Yes, I know you’d rather not bother with any kind of ring, given the nature of your arrangement. After all, you’re already down a healthy chunk of money from paying for this woman in the first place. But she’s top shelf, you know? Anyway, there’s no point going middle of the road with the ring, as Ring Man will advise you.

You should either get a cheapo ring, so you won’t be too much out of pocket if it all goes belly up. Or bite the bullet and get a rather expensive one, which might cost you a bit of financial pain now, but could save your life if you later need to pawn it in a hurry.

She’ll be needing a honeymoon as well, and where better to take her than Egypt? Actually, without slowing down I could think of hundreds of better locations to take her than Egypt. But Pharaoh Man is on hand here to do you a deal, my friend, and bring you to his home country. So how can you say no?

Arrive in Sharm El-Sheikh to 40 degree temperatures, where she’ll tan an awful lot better than you. You’ll be sweating your proverbials off all day, in fact. At night, you can watch her take a zillion selfies of herself with a shisha pipe, and if you get her bad side then you’ll know all about it.

You must try not to wonder why she’s leaving you out of all these photos, and why many other Arabian gentlemen seem to recognise her. Just stand there holding the camera, on the beach or in the bars or on the yacht, and take those photos of her for someone else to enjoy. That’s what you’re there for, and you mustn’t forget that.

Once you’re back home, you’ll need somewhere to live, but now you really are cleaned out. The only places you could possibly afford are what Dive Man offers you, and the clue is in his name. How does two grand a month for a pillbox in the city centre grab you? Not so much? Well tough, because the only alternative for the two of you is a one horse town out in the middle of the bog.

Actually, there is another grim choice, and that’s to go back to whatever Soviet oblast your black widow wife originally came from. Best of luck presenting that one to her, though. She’ll hit you with one of those withering looks, like you’d just badmouthed glorious Stalin.

No, go for the crappy accommodation here, where hopefully you can work from home and save some money, because she’ll be racking up some pretty high bills herself on top of the rent. She may even pick up some nasty debtors for you to pay off.

Chores have to be done around the house too, you know, and she’s far too glamorous to do any of that. This is the 21st century, which means now the man can shape up and do it – that’s you. If you think she’ll reciprocate by cooking you up some top-notch Russian grub, you can forget that and all.

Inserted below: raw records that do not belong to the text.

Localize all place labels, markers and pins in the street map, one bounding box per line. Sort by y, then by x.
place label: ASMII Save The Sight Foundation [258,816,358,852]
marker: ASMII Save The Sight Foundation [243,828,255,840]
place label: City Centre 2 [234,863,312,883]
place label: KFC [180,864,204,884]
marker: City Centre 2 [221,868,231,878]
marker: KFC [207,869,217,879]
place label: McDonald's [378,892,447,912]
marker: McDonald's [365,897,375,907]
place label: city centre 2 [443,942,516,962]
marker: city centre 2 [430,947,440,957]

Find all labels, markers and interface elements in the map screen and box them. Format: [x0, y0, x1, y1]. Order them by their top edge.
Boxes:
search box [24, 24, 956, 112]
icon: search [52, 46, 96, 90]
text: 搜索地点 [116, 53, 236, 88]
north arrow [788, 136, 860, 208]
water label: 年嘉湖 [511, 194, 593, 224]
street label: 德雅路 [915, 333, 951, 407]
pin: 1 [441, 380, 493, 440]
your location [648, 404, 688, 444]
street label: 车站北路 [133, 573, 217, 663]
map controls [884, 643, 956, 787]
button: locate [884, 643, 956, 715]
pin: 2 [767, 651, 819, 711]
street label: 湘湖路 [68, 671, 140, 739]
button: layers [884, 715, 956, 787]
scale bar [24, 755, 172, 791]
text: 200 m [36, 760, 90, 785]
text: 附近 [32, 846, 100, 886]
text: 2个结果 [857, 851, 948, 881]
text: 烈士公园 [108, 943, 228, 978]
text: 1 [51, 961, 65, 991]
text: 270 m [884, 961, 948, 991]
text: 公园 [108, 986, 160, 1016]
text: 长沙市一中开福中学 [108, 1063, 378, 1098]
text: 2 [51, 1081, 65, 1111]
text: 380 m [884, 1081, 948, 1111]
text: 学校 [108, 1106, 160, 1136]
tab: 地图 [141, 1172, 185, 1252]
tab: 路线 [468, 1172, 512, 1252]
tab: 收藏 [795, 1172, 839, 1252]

If you earn enough money… what am I saying? Of course you don’t, even if you’re on top whack (and you’ll have to be, the prices these mail order companies charge, what a racket), this Ferrari of a wife of yours will be costing you an absolute fortune, for not much practical use.

But if you did somehow manage to have a bit of disposable in your pocket, you could try hiring in some help around the house. Try bringing in Dust Man to take care of the foul dust and cobwebs that will cover so many unloved corners of your house. Sadly, while the top of his head may look like a laundry chute, he ain’t gonna do your clothes. And your wife’s gonna be changing three times a day for her socials, so keep that in mind as well.

And if something needs doing or mending, then don’t even think about getting up there on that extending ladder and breaking your neck by attempting it yourself. You might just find that the ladder collapses when you’re on the top step, while your bride does her best to look surprised.

Get Drill Man in to do any DIY work for you. He’s a good skin, so he might even throw in a free Russian-style throne, with matching Matryoshka dolls, if you ensure that there’s a good drink in it for him. He only takes cash, but he doesn’t accept Russian roubles.

The futures Bright, Man. Or so you think. After the honeymoon itself, you’ll have another honeymoon period for your marriage, when things seem so rosy and you’re all loved up. You’ll actually believe it when she tells you she loves you.

But then it won’t be too long before she’s looking over her shoulder at someone else, while you’re out breaking your back trying to bring home a crust. Unless you somehow manage to strike it very rich very quick, you can be guaranteed that she’ll eventually find her Toad Man.

You know, someone just toady and snide enough to come round and give this bored bit of crumpet what for, or whatever way you’d translate that into Russian. Some lucky Dmitri, maybe even someone you thought was a friend, will be around in your house, in your bed and in your wife, filling his boots.

When you eventually discover your wife’s infidelity, as if you somehow expected loyalty from a price tag, then there’s gonna be trouble. Heads may very well roll, or skulls might be cracked. Skull Man could help you with that, although he can’t do much for you if you get put behind bars after assaulting your wife’s lover.

That’ll be you, the victim of the whole piece, getting carted off to jail. And you won’t be able to bust outta there as easily as Dr. Wily always does either, you can be assured on that.

While all this is going on, your faux blushing bride has the temerity to divorce you, and she’ll somehow get a good deal on it too. This will leave her free to move on to as many men as she wants, perhaps to be found in the sadly inevitable Mega Man 5.

For you, boy in blue, this was an endeavour that really didn’t need to happen. You’ve already had a few marriages, after all. The first one was difficult.  The second was sweet, the third one was pretty good too. But you will need to learn when you have had enough for yourself, comrade.